**WORK TO BE COMPLETED**
The lines you return should be those containing the string "GTIT", taken from the data below.

Stored records
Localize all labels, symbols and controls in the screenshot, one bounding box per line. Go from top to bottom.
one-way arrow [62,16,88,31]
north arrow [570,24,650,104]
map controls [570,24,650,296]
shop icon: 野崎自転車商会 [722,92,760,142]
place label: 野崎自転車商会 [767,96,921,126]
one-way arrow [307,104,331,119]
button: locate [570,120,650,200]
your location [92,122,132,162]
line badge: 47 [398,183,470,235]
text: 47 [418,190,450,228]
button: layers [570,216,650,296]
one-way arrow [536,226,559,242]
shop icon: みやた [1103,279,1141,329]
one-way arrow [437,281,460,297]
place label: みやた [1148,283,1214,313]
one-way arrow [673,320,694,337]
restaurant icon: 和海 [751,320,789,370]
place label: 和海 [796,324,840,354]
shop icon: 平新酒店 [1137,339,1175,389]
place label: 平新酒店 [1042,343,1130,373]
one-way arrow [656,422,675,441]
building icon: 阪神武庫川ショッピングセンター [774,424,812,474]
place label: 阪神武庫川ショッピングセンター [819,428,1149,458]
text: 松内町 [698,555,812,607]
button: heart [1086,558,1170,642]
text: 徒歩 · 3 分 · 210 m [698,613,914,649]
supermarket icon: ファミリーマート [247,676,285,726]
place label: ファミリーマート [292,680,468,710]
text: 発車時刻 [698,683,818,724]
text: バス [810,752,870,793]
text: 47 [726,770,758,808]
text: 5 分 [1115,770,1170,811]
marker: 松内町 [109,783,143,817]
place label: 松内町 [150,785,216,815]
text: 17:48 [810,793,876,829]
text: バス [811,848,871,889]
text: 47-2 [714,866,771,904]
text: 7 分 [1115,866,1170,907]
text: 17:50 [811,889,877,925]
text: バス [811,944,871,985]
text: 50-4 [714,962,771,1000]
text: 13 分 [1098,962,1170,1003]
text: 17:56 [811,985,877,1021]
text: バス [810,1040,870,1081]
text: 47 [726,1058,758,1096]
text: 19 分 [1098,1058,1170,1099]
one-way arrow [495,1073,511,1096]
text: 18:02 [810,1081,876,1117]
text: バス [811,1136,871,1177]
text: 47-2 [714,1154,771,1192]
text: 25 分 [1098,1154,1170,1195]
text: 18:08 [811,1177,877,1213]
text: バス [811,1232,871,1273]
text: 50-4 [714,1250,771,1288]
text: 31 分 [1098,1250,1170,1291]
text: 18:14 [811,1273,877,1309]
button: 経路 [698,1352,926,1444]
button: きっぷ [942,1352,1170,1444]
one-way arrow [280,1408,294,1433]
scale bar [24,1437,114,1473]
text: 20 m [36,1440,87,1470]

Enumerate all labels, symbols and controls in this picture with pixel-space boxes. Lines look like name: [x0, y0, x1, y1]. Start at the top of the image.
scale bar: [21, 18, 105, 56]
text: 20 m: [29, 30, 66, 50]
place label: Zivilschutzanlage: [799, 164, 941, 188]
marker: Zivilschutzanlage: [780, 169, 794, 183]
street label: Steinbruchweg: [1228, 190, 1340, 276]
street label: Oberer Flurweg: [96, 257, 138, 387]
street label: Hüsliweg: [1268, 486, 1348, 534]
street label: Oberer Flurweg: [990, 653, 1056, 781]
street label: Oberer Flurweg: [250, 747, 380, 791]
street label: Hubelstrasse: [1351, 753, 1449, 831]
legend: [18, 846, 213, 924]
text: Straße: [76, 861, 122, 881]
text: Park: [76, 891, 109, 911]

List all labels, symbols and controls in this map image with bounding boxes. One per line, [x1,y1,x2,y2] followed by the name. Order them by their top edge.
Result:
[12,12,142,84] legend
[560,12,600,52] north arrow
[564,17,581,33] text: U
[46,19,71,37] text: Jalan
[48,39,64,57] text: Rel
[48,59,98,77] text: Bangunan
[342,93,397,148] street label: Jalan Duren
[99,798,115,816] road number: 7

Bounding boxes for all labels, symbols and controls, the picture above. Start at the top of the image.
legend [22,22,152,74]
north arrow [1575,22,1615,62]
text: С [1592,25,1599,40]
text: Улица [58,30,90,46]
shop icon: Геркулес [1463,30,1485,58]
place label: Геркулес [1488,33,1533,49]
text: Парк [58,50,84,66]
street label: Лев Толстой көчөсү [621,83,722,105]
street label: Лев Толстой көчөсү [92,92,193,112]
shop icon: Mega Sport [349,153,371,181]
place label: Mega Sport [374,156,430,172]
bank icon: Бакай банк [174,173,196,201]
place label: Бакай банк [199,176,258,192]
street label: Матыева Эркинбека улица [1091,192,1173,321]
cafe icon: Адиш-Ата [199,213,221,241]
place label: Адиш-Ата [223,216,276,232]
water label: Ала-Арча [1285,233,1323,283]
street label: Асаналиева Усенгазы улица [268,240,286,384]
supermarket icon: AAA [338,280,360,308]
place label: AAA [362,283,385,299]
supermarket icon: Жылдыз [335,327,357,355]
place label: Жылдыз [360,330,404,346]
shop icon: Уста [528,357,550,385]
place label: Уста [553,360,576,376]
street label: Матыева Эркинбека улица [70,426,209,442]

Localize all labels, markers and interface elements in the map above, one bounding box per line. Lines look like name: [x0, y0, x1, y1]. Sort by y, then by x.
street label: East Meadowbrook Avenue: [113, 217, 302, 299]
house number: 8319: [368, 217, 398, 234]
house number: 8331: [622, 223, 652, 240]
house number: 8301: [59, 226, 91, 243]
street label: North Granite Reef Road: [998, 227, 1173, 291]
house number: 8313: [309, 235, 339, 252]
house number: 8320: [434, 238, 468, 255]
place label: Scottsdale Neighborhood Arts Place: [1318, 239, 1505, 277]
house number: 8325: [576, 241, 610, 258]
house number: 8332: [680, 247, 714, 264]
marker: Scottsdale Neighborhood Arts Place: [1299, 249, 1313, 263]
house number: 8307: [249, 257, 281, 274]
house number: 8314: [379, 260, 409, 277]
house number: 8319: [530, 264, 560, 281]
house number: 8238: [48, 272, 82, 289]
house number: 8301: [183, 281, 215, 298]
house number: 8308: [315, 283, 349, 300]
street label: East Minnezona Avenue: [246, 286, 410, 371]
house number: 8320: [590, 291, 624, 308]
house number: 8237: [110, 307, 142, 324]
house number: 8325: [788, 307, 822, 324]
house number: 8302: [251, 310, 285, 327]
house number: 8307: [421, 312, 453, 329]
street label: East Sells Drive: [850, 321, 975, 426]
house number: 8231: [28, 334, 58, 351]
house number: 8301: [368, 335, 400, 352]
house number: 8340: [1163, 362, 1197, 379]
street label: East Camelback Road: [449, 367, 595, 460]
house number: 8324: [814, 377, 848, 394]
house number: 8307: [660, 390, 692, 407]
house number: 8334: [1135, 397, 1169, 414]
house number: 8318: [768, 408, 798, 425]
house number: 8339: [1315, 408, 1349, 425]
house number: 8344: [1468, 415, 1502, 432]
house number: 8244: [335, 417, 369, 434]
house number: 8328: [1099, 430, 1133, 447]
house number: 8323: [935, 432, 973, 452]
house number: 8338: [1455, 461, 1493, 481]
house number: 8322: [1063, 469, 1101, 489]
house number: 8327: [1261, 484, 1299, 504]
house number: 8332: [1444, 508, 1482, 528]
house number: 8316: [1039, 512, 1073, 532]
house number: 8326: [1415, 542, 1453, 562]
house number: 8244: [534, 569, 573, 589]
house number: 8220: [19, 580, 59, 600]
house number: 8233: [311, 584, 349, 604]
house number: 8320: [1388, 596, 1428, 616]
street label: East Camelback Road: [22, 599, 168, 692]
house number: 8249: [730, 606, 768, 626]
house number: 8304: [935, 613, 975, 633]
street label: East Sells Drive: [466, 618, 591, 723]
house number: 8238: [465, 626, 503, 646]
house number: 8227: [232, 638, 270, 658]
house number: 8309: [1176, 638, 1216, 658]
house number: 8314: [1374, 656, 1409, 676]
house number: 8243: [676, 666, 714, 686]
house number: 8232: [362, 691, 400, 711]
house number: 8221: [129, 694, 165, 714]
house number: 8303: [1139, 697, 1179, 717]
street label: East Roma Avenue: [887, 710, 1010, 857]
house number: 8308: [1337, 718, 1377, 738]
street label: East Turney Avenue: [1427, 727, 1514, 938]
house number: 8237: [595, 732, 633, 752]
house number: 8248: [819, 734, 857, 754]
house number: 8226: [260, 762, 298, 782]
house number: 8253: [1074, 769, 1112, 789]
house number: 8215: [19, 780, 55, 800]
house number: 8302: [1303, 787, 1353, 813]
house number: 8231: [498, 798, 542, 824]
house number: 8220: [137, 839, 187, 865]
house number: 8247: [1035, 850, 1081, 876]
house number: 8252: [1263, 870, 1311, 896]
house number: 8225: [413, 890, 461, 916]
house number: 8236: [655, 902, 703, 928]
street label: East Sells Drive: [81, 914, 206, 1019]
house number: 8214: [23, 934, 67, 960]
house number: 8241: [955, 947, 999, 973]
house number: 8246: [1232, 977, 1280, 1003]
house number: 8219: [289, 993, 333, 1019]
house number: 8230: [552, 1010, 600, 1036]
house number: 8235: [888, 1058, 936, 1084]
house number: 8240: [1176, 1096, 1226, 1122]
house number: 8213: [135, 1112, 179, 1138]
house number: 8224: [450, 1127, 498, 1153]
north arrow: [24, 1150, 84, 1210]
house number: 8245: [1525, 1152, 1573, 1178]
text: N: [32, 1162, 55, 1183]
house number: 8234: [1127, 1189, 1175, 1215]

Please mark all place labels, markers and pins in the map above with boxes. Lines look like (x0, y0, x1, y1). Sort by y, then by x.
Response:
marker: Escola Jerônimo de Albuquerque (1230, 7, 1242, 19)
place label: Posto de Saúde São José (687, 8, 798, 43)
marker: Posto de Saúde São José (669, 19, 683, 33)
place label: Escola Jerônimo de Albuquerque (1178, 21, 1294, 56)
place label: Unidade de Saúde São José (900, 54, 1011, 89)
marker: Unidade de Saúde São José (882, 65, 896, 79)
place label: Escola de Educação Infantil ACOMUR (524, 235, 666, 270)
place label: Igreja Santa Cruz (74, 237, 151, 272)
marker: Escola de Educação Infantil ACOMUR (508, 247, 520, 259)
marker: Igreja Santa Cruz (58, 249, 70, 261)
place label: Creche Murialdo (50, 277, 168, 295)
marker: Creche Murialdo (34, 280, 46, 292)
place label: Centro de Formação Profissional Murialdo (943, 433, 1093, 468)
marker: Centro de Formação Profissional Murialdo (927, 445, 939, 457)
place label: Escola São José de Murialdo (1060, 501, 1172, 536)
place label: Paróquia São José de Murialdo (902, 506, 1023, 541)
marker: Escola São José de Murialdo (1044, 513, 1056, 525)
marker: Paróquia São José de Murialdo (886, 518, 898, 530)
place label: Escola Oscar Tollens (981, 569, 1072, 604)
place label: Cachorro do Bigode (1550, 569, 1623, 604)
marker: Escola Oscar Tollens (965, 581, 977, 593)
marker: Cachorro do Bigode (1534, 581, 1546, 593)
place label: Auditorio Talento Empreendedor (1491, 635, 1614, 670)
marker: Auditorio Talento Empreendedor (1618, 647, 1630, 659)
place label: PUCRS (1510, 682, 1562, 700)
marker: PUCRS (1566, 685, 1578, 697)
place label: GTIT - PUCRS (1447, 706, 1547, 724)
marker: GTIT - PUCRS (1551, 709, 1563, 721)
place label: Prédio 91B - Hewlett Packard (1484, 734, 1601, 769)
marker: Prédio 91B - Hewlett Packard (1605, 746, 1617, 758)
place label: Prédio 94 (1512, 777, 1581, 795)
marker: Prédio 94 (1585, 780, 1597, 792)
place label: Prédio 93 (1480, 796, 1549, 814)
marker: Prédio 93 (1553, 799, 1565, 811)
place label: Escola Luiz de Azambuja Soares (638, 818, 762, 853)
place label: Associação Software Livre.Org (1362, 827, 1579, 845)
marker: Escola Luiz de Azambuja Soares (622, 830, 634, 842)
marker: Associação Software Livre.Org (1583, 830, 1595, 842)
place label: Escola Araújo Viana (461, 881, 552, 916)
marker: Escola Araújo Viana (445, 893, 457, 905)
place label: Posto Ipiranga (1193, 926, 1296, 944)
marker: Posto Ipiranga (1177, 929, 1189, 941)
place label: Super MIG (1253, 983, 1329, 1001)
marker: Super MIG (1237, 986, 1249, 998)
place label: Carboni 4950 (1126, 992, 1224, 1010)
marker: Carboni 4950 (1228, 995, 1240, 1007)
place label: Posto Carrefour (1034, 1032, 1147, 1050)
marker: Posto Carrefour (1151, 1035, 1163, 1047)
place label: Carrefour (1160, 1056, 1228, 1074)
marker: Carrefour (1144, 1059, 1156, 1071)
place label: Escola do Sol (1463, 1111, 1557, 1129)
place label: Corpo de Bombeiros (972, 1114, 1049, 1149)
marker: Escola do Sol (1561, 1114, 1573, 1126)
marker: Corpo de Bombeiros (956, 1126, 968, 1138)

**SOLUTION FOR THIS TASK**
place label: GTIT - PUCRS (1447, 706, 1547, 724)
marker: GTIT - PUCRS (1551, 709, 1563, 721)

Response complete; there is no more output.